La maggior parte delle pazienti, circa 46.200 (84% del totale), presenta la malattia in stadio iniziale (I-II-III) e 7000 (il 15% di queste ultime) sono caratterizzate da iperespressione della proteina HER2 (HER2+). In questa popolazione, il trattamento sistemico adiuvante con la chemioterapia, la terapia ormonale e un anno di terapia biologica con un anticorpo anti-HER2 rappresenta oggi lo standard di cura ed è in grado di ridurre il rischio di recidiva (locale, regionale, a distanza) e di morte.

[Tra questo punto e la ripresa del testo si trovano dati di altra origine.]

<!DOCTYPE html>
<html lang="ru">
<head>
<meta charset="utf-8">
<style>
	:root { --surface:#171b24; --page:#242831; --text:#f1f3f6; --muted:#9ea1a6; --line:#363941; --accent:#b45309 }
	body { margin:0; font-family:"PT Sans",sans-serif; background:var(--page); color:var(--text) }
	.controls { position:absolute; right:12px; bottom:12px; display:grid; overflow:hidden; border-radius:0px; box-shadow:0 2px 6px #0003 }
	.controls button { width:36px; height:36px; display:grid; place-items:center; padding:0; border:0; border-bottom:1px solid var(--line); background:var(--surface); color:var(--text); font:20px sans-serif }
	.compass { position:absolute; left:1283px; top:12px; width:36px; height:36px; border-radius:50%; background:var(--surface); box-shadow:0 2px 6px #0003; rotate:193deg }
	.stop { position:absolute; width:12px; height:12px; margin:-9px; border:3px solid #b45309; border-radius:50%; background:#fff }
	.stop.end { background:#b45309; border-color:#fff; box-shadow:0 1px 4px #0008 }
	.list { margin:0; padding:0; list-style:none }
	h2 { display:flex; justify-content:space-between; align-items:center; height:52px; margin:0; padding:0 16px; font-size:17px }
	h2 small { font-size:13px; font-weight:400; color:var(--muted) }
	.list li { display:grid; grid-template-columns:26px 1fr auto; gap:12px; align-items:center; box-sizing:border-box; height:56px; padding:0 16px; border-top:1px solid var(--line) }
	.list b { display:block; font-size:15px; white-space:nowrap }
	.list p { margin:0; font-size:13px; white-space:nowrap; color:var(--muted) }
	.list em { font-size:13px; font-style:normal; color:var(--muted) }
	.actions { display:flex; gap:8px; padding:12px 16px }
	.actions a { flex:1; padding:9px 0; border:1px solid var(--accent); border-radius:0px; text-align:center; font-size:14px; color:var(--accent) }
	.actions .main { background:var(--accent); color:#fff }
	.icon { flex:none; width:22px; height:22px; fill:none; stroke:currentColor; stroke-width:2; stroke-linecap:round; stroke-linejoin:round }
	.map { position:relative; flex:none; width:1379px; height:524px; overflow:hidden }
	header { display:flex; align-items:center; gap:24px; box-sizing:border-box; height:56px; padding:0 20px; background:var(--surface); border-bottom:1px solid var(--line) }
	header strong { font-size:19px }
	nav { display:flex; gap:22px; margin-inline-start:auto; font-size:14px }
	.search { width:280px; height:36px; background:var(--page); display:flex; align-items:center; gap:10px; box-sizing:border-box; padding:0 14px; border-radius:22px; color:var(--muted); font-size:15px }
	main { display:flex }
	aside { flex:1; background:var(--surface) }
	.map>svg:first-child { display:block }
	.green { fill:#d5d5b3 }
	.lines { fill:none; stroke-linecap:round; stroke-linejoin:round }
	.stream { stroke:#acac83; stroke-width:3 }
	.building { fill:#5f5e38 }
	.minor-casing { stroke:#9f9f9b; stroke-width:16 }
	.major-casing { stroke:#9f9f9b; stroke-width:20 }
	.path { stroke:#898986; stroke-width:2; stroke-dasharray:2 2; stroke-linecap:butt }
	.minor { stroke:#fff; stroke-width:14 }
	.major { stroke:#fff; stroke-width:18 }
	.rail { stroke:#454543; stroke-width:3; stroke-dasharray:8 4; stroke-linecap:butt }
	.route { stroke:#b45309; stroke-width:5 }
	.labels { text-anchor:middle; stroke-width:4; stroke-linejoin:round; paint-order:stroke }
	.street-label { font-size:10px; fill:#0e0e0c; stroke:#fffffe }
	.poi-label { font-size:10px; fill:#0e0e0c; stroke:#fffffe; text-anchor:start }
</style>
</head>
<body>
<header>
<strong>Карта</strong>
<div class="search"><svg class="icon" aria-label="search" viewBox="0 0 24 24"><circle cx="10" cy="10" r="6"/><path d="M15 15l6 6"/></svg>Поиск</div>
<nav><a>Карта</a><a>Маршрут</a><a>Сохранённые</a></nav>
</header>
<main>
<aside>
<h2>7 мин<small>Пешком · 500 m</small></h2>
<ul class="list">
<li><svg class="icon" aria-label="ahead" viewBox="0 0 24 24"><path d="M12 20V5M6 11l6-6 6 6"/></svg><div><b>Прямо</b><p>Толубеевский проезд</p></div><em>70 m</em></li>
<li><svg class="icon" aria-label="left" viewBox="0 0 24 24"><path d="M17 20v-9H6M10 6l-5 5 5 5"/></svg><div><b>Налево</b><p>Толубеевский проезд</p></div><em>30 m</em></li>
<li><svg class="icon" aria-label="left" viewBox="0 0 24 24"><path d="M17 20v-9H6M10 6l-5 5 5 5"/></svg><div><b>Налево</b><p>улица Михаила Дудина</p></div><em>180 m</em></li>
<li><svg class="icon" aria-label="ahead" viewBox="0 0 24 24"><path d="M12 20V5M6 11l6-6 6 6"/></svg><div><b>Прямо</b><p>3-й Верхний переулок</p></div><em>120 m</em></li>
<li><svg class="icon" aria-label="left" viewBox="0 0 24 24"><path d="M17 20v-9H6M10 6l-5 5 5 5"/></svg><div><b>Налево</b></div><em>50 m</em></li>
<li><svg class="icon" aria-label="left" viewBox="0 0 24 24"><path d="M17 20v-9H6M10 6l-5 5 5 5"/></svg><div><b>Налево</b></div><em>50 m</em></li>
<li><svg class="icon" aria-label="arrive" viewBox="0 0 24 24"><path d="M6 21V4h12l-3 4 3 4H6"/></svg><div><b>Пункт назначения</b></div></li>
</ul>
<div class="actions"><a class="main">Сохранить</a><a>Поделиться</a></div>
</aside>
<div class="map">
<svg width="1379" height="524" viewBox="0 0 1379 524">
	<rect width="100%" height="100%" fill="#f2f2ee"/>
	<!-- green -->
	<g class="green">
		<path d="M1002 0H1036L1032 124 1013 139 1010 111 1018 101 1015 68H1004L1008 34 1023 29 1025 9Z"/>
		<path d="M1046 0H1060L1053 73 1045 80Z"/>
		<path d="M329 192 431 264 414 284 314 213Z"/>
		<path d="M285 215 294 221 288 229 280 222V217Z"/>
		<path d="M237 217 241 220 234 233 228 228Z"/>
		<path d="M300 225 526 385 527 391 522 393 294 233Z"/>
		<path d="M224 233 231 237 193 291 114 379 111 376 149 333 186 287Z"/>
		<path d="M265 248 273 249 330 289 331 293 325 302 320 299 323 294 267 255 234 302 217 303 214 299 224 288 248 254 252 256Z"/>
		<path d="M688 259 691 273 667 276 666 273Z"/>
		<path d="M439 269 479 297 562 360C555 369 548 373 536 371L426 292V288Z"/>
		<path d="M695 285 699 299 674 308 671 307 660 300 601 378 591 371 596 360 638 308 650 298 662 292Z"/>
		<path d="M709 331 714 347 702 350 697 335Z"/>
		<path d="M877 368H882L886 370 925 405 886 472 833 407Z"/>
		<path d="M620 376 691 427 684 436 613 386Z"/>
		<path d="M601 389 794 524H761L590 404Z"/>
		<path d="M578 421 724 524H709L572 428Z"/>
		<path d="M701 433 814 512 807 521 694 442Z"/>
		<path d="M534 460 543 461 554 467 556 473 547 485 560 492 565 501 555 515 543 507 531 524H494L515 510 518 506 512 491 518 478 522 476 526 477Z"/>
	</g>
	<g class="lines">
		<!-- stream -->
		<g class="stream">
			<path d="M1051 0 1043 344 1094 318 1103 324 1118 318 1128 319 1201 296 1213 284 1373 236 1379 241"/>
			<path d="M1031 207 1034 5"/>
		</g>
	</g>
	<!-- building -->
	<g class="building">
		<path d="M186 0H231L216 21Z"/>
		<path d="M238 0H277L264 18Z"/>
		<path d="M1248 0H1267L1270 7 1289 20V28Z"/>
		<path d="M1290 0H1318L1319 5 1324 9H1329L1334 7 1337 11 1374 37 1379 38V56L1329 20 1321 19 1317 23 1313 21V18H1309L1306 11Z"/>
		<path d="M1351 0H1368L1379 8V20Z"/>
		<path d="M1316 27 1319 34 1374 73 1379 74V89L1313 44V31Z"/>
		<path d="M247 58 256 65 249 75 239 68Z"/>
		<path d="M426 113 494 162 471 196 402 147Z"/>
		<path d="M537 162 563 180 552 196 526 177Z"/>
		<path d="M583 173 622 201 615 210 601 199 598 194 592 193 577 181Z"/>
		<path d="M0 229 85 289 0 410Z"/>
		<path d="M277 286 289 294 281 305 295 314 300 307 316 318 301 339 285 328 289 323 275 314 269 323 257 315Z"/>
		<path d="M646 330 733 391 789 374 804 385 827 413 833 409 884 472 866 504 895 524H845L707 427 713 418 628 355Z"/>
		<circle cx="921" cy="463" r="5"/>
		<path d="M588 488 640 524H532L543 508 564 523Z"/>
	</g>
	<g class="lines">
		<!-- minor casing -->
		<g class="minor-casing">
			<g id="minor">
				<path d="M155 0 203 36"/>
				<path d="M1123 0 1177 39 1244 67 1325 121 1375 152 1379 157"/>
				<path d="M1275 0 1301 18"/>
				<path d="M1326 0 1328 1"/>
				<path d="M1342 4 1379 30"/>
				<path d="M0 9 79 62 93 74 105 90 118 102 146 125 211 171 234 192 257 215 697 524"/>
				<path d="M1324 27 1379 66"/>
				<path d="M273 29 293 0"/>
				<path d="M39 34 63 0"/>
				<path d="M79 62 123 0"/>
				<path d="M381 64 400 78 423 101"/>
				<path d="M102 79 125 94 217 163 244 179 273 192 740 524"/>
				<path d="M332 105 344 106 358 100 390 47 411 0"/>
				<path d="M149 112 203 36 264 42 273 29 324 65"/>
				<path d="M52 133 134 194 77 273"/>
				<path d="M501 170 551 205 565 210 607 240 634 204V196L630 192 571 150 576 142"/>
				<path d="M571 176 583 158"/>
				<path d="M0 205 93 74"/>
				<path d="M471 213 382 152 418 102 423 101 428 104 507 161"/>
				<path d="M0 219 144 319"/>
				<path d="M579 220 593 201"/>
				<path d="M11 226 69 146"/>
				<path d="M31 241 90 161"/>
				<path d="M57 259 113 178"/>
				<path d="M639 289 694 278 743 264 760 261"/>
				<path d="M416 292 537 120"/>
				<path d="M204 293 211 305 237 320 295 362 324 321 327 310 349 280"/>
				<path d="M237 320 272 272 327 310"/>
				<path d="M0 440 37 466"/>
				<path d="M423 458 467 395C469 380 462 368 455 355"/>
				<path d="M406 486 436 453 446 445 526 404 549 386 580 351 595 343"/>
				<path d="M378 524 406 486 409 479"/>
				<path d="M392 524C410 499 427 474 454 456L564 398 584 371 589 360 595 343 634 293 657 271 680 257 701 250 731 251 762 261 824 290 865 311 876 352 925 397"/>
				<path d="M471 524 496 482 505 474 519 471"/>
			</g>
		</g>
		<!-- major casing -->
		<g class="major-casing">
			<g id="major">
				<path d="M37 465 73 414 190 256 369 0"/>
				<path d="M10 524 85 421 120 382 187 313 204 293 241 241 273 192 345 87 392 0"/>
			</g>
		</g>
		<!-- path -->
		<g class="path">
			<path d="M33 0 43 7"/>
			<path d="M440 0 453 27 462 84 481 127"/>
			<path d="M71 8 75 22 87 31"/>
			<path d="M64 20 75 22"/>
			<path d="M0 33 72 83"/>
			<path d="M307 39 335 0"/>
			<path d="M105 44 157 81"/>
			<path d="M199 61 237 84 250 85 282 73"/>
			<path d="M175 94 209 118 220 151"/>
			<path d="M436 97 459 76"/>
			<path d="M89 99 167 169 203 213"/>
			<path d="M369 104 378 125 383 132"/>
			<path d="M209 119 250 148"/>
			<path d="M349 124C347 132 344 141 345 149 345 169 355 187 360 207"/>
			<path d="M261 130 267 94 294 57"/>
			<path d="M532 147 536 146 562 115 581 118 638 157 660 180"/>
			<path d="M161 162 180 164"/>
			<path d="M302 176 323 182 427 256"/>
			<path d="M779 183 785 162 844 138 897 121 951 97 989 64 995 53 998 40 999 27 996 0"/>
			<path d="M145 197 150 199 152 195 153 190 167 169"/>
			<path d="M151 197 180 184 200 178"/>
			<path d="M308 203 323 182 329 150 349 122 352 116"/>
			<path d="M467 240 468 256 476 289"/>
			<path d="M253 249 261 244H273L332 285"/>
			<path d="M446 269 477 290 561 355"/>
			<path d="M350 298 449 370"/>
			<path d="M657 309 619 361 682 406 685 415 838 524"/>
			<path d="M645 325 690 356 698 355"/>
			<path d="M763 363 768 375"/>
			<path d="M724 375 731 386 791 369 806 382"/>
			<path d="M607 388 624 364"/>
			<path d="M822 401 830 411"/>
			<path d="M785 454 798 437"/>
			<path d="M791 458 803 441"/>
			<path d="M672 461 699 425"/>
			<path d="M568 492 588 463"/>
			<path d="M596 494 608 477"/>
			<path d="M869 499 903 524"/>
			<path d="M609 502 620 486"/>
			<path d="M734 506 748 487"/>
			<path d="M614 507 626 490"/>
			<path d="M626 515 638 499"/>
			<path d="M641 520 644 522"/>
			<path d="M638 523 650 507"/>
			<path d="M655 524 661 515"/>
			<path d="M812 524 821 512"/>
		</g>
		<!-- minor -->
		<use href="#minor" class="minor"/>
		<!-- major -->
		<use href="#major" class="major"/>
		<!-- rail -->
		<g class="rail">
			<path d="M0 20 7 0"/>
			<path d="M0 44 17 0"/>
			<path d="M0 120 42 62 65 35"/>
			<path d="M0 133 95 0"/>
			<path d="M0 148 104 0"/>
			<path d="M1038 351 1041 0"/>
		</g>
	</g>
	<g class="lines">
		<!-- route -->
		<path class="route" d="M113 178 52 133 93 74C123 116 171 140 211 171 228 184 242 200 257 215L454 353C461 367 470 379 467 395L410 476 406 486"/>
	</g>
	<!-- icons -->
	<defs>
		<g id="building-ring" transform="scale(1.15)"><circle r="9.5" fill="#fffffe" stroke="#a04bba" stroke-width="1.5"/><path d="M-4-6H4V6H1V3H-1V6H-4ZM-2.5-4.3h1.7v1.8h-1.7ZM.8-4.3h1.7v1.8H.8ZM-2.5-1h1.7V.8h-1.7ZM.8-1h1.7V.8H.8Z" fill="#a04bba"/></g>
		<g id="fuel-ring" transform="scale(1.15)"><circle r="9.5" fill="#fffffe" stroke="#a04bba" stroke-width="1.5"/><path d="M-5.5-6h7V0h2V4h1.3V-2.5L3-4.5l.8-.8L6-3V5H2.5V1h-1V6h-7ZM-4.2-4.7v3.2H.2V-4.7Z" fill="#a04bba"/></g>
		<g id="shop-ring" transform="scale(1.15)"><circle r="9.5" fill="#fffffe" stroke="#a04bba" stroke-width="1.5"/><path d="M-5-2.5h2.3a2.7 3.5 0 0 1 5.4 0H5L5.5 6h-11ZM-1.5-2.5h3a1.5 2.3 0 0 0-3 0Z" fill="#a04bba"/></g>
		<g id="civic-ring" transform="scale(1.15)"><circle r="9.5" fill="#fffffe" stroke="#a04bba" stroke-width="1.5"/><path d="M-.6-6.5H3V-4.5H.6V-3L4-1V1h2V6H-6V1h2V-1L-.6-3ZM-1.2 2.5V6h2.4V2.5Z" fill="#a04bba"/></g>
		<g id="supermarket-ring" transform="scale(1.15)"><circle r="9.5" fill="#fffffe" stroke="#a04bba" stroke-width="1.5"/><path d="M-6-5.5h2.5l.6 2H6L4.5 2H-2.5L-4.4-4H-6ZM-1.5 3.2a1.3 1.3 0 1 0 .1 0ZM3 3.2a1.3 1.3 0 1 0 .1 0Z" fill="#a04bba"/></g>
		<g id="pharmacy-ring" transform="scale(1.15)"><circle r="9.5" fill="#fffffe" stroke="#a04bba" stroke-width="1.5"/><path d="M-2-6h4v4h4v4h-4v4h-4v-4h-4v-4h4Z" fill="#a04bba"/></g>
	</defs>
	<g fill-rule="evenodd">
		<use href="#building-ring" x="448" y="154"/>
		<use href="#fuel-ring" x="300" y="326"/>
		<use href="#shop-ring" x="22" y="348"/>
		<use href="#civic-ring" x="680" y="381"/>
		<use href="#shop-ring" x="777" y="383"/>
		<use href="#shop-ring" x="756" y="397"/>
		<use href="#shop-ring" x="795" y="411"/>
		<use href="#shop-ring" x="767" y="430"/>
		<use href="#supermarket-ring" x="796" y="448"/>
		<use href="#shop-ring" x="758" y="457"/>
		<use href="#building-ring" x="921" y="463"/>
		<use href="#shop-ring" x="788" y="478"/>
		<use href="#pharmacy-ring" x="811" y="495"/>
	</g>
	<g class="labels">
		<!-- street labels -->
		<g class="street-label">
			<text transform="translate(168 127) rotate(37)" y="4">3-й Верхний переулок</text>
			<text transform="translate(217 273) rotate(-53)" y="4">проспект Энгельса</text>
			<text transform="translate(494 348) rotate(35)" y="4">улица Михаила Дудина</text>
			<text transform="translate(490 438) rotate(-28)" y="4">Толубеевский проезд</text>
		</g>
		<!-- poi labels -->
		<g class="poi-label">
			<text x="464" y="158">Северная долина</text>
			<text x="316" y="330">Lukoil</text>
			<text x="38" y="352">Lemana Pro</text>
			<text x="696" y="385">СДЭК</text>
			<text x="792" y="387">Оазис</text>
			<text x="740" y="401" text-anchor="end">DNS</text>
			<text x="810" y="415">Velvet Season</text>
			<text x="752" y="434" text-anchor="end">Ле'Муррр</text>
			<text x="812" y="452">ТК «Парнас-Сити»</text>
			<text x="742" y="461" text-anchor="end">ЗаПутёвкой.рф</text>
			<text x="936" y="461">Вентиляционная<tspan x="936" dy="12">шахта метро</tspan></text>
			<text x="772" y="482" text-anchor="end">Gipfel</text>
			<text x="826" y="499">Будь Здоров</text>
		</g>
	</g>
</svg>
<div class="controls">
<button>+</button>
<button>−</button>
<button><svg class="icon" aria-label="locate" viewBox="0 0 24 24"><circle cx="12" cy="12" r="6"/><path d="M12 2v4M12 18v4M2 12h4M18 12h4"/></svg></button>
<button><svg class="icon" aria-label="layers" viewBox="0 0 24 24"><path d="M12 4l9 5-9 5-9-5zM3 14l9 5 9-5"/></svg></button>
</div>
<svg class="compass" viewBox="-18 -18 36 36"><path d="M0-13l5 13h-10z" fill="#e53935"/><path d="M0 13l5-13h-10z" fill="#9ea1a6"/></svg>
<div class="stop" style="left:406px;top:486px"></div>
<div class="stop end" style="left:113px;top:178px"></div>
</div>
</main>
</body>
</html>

“Le pazienti con carcinoma mammario HER2 positivo operabile vengono oggi trattate con terapie personalizzate in base al livello di rischio basato sulle dimensioni del tumore e l’eventuale interessamento dei linfonodi ascellari – afferma Pierfranco Conte, Presidente Fondazione Periplo -. Per i tumori di dimensioni maggiori di 2 cm e/o con linfonodi ascellari palpabili e/o evidenziati all’ecografia ascellare, il trattamento standard è la chemioterapia preoperatoria associata al trastuzumab seguito da chirurgia; se alla chirurgia non esiste più tumore, viene completato un anno di trastuzumab; se invece persiste tumore a livello mammario e/o linfonodale, le pazienti vengono trattate con TDM1, un anticorpo antiHER2 che veicola un potente citotossico sulle cellule tumorali. I tumori più piccoli vengono invece operati subito e trattati poi con chemioterapia postoperatoria più trastuzumab se i linfonodi sono negativi o chemioterapia più trastuzumab e pertuzumab se i linfonodi sono positivi. La terapia ormonale viene aggiunta in tutti casi in cui il tumore esprima anche i recettori ormonali. Queste scelte terapeutiche hanno migliorato notevolmente la sopravvivenza, rendendo la malattia HER2 positiva guaribile nella grande maggioranza delle pazienti, ma non hanno eliminato il rischio di un ritorno del tumore. Una percentuale di pazienti compresa fra il 15 e il 20% continua a recidivare con un picco di incidenza a 18-24 mesi dall’intervento chirurgico, anche se alcune pazienti presentano recidive tardive anche a 10 anni di follow-up. Di conseguenza, in questa popolazione, sussiste un forte bisogno clinico ancora insoddisfatto di ridurre il rischio di ricadute, di progressione e di morte”.  

“La maggior parte delle recidive ha un decorso inevitabile verso la malattia metastatica – sottolinea il prof. Cognetti -. Ecco perché il potenziamento delle terapie adiuvanti rappresenta l’unica via per ridurre le possibilità di ricaduta, con conseguente incremento delle guarigioni definitive. Nuove possibilità sono oggi disponibili perché studi recenti hanno dimostrato che farmaci innovativi, aggiunti alle terapie standard a quel 15-20% delle pazienti non ancora guarite, sono in grado di ridurre ulteriormente le recidive a distanza a 5 anni”.

“Più guarigioni si traducono in un contenimento dei costi per farmaci, visite e ospedalizzazioni e, quindi, in risparmi per il sistema sanitario – conclude il prof. Conte -. Il sondaggio ha evidenziato anche il ruolo che la telemedicina potrà svolgere in futuro. Si tratta di uno strumento che abbiamo utilizzato soprattutto durante il lockdown causato dalla pandemia e che dovremo implementare, senza pensare che possa sostituire le visite in presenza. Inoltre va sempre considerata l’appropriatezza. Con i progetti Re.Mi, sostenuti da Fondazione Periplo, abbiamo definito i requisiti minimi del percorso diagnostico terapeutico e assistenziale (PDTA) dei carcinomi della mammella e del polmone. Lo scopo è condividere e uniformare a livello nazionale i requisiti minimi, perché il PDTA in queste patologie possa ritenersi adeguato. Per la paziente con tumore del seno avviata al percorso chirurgico, l’intervento deve essere eseguito entro 30 giorni da quando è posta l’indicazione. E la terapia medica adiuvante va iniziata entro 8 settimane dall’intervento. Evidenze scientifiche hanno dimostrato che i ritardi possono compromettere l’efficacia delle cure”.